I was at a classmates house in college and his Chinese-born grandmother spent most of her life in Jamaica, she spoke english with a very interesting Chinese-Jamaican accent and made us delicious Jamaican food with a Chinese touch. I wish there were more opportunities to try these authentic fusion cuisine and not the nonsense places we have all over town that try to cater to everyone with some uninspired mish-mash of south east asian flavors.


Fun anecdote: My German teacher in high school, Frau Chen, a six foot tall German lady, was married to Chinese Jamaican man. He spoke with a thick Jamaican accent. I always wondered what that household was like.


I've been eating Chinese at the same place in Greenwood, MS since I was a kid. Never thought anything about it. Good food.


I was born in a small town on the border of Alabama, Mississippi, and Tennessee. I remember my parents telling me of the rare, old chinese immigrants there, but they only came there in the 80's to work as engineers in a glass manufacturing factory. They said they had to drive 1.5 hours to the closest chinese grocery store in Huntsville, AL.

Weirdly enough, I think this generation depicted in the article, and my parents, are among the last of the chinese-americans you'd find in Alabama, Iowa, or small town america. It seems more and more young chinese are opting to go back to China.


Young Chinese Americans are opting to move to big cities, like other young Americans. Chinese are still immigrating to the USA at a similar rate to the last, but are almost all settling in big cities as well. The amount of Chinese coming to study in the USA has exploded in recent years, but those who have stayed have remained relatively the same. Suffice it to say, china’s net emigration rate has been constant over the last few years.

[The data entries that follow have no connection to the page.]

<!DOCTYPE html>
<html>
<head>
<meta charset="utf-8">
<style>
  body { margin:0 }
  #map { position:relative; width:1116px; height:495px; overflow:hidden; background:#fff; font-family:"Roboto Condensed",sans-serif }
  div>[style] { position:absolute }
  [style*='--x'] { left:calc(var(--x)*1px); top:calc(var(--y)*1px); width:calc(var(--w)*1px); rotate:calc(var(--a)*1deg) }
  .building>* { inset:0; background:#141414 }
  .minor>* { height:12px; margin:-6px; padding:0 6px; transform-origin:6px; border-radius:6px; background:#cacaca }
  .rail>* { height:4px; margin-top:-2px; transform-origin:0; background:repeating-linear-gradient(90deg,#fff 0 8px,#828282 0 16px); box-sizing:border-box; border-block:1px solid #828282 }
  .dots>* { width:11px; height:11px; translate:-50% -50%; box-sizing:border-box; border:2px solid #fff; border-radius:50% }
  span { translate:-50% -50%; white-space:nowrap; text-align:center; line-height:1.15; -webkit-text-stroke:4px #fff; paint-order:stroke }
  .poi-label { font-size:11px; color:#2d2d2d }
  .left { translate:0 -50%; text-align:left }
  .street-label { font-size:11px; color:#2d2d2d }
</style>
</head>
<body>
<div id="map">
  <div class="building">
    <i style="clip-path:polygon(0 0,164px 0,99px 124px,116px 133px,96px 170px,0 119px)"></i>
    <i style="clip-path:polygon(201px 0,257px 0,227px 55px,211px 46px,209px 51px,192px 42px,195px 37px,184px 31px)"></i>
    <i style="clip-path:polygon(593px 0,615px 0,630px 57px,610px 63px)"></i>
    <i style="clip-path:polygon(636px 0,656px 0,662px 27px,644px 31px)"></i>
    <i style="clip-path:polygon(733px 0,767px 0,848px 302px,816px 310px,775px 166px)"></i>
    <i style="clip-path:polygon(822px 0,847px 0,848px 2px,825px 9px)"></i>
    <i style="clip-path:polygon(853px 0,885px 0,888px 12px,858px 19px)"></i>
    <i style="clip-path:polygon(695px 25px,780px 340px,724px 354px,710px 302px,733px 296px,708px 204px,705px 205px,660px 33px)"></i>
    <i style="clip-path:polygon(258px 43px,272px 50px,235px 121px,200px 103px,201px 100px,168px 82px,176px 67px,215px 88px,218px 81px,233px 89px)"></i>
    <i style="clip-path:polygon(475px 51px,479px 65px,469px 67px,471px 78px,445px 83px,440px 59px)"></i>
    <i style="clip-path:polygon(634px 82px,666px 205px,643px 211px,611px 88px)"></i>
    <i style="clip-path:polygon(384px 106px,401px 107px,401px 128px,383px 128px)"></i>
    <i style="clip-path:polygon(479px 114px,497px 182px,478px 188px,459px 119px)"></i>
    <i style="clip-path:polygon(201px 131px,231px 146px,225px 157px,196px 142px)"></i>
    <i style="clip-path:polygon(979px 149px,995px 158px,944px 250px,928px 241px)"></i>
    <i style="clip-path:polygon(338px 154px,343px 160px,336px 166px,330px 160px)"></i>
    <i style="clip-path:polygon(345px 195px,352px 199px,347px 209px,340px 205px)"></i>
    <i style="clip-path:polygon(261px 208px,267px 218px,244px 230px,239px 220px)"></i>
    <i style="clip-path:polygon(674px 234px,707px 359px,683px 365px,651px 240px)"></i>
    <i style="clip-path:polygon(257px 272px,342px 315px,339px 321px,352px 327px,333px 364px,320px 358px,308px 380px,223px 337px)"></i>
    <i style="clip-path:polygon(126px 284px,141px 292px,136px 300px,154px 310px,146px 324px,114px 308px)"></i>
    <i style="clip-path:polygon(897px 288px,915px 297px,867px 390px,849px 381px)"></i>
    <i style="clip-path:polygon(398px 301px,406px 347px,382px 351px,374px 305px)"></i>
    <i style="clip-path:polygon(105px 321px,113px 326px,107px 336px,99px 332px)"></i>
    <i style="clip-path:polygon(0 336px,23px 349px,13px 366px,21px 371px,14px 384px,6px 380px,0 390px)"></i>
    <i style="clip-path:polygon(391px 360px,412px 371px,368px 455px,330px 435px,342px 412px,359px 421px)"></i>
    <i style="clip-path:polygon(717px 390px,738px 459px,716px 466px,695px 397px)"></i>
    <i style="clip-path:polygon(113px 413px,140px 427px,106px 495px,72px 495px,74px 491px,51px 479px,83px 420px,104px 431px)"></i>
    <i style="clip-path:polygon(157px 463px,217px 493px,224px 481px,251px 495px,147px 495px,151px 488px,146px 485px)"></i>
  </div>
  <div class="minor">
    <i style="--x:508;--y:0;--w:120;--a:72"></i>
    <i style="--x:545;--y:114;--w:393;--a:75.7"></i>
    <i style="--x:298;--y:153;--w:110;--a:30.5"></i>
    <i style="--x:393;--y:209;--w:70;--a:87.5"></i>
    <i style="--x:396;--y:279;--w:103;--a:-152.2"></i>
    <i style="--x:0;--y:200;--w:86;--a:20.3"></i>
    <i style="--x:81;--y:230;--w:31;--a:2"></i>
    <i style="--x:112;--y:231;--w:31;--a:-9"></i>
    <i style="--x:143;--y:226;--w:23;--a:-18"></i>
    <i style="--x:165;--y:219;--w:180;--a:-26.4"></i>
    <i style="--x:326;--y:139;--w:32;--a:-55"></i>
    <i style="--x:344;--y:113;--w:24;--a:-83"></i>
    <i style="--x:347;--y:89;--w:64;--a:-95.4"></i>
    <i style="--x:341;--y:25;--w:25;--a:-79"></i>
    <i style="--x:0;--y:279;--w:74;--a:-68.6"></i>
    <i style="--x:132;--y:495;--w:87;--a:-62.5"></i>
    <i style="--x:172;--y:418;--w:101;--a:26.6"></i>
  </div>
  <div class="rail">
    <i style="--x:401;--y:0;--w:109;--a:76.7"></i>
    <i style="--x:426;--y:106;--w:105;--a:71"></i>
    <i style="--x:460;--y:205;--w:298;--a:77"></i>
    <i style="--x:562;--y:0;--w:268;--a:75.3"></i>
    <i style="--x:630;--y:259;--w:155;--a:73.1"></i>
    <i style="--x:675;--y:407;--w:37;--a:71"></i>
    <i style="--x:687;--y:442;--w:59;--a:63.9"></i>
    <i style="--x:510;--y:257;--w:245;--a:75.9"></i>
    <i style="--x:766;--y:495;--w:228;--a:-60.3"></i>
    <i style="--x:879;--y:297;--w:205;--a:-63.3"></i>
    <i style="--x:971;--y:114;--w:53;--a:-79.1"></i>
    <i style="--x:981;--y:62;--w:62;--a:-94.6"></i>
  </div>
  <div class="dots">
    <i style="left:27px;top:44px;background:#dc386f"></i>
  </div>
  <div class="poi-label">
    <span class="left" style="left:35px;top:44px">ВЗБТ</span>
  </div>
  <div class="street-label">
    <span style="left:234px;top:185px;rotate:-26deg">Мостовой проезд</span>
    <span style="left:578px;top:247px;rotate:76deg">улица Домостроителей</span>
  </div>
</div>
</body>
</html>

The last big immigration of Asians into the rural south happened to be via Vietnam refugees (many ethnic Chinese).


> "more and more young chinese are opting to go back to China"

This seems interesting. Do you have a source?


I don't have a source either, but this has been a concerning trend since around 9/11. First, there is the perception that "things are improving" back in the motherland. The middle class is expanding, and the quality of life is improving. Second, it's hard to get work visas in the US, and there is the perception of hostility towards foreigners (Bush's wars, Trump's election, etc).

The "reverse braindrain" is a serious problem that the US is experiencing in recent years, because the educated foreigners have chosen to get the hell out or have been forced out.

I know a few Chinese with graduate degrees in engineering who are considering returning to China after banking a few more years of American wages. They are heading back to an environmental disaster, but oh well, "progress".


Not an academic source, but... my parents came to the U.S. for graduate school in the late 80's (physics + computer science) and decided to stay and develop their careers here. Literally every one of their classmates (my "aunties" and "uncles") stayed in the U.S.

When I was in grad school from 2005 to 2010, the Chinese grad students (e.g., from China as opposed to Chinese American) were quite diverse in where they were deciding to develop their careers. While some stayed in the U.S., many chose 1) going back to China, 2) academic and industry positions in other places in Asia (e.g., Singapore, Japan, Korea), 3) Canada, Europe, etc.